All lines in the entries below that hold "labels" make up the answer.

BEGIN

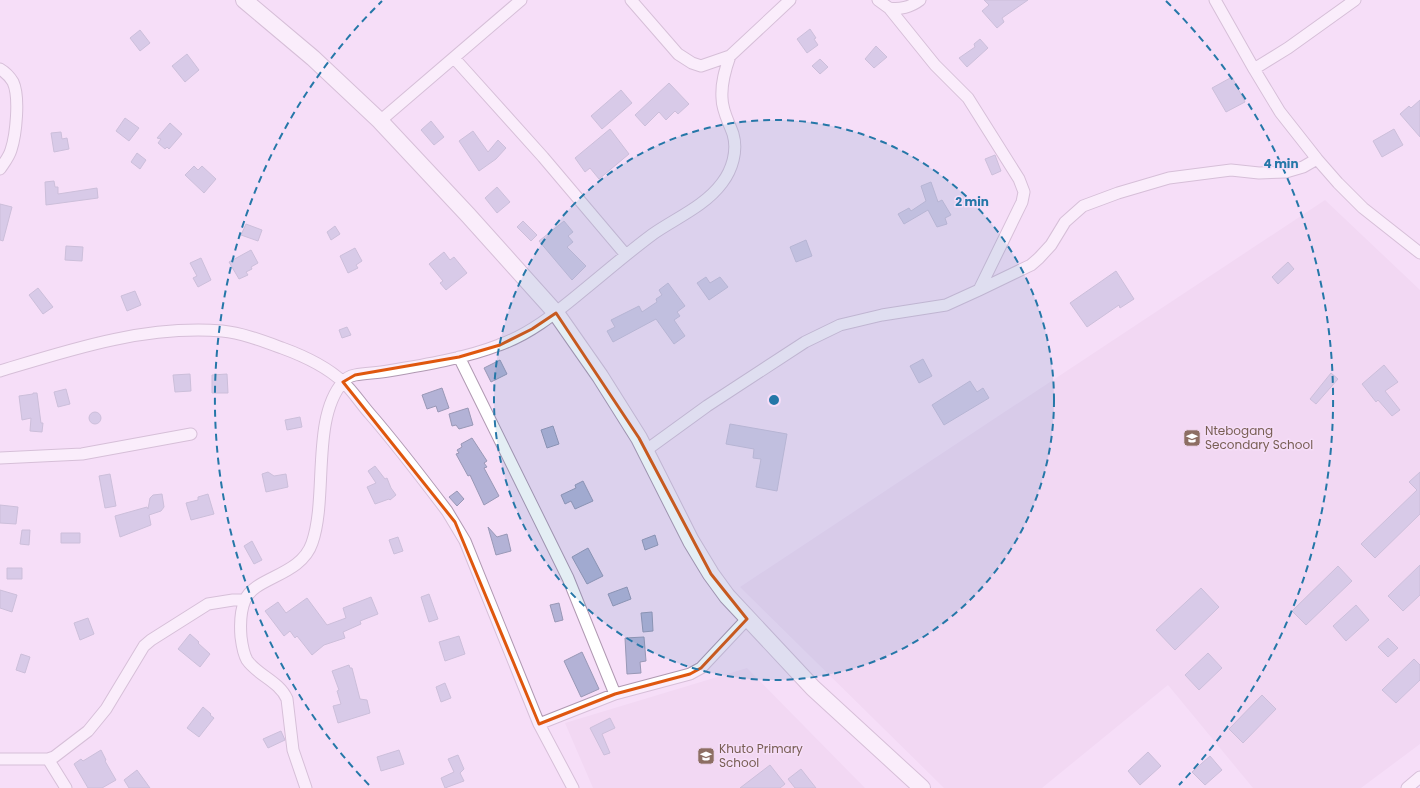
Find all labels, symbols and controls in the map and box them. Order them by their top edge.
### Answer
text: 4 min [1263,155,1299,172]
text: 2 min [955,193,989,210]
centre of rings [767,393,781,407]
place label: Ntebogang Secondary School [1205,422,1313,453]
school or university icon: Ntebogang Secondary School [1182,428,1202,448]
place label: Khuto Primary School [719,740,803,771]
school or university icon: Khuto Primary School [696,746,716,766]

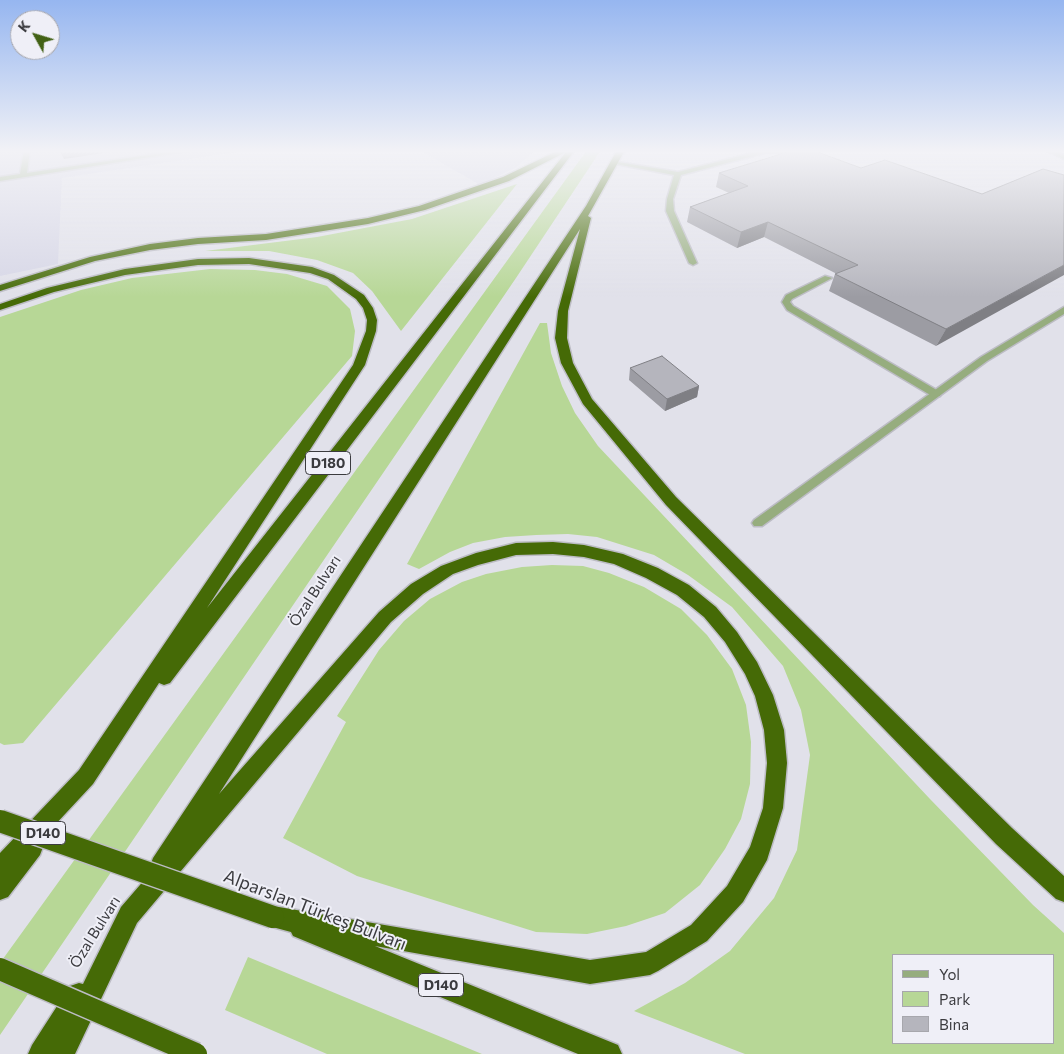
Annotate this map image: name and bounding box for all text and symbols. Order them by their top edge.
north arrow [10,10,60,60]
text: K [14,17,33,35]
road number: D180 [306,452,350,474]
street label: Özal Bulvarı [285,552,345,630]
road number: D140 [20,821,66,844]
street label: Alparslan Türkeş Bulvarı [220,865,410,955]
street label: Özal Bulvarı [66,893,124,971]
legend [892,954,1054,1044]
text: Yol [939,965,960,983]
road number: D140 [418,974,464,996]
text: Park [939,990,970,1008]
text: Bina [939,1015,969,1033]

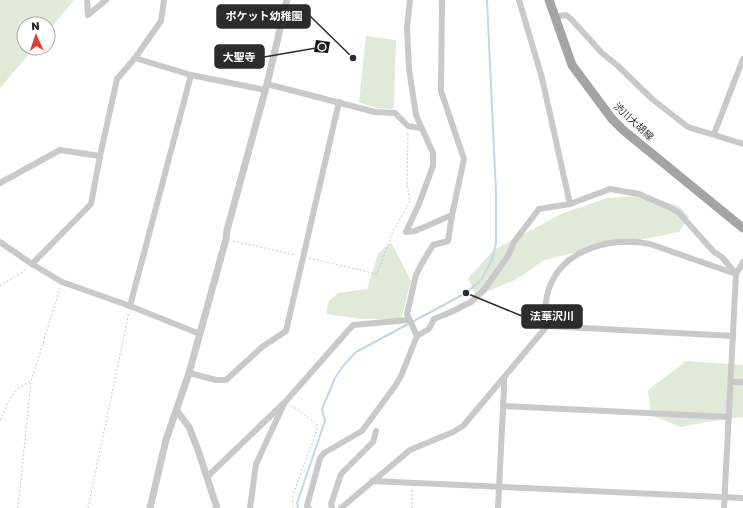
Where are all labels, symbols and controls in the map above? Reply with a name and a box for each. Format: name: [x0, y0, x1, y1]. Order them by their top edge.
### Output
callout: ポケット幼稚園: [217, 5, 310, 28]
text: ポケット幼稚園: [226, 9, 303, 22]
north arrow: [16, 16, 56, 56]
text: N: [31, 19, 40, 32]
callout: 大聖寺: [215, 45, 264, 68]
text: 大聖寺: [223, 50, 256, 63]
street label: 渋川大胡線: [612, 100, 656, 142]
callout: 法華沢川: [522, 305, 582, 328]
text: 法華沢川: [530, 309, 574, 322]

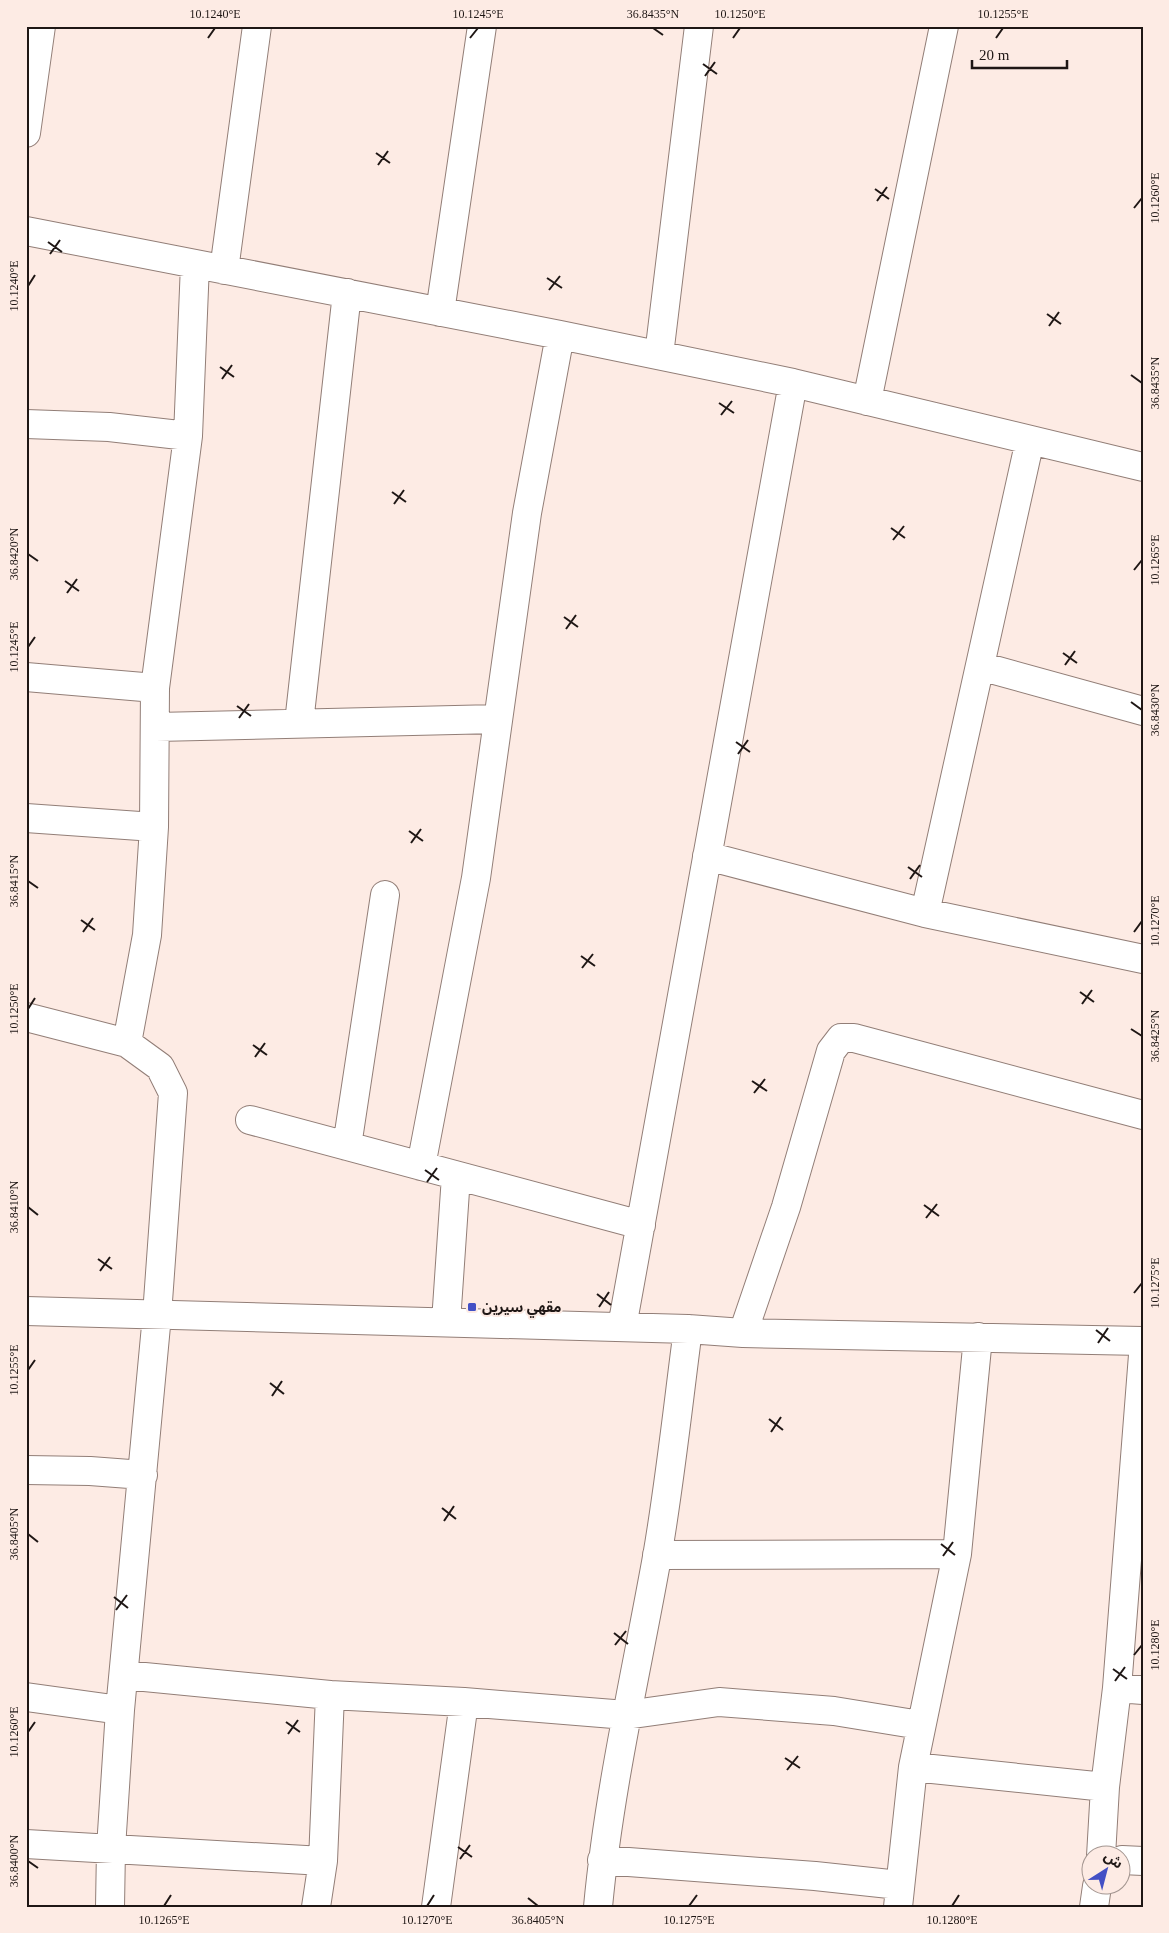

END

§ Result
Find all labels, symbols and controls in the map and box them. Order them by their top edge.
Where are all labels, symbols and controls in the map above? Reply with a name and a box for each. Format: name: [x0, y0, x1, y1]. Order them by their top edge.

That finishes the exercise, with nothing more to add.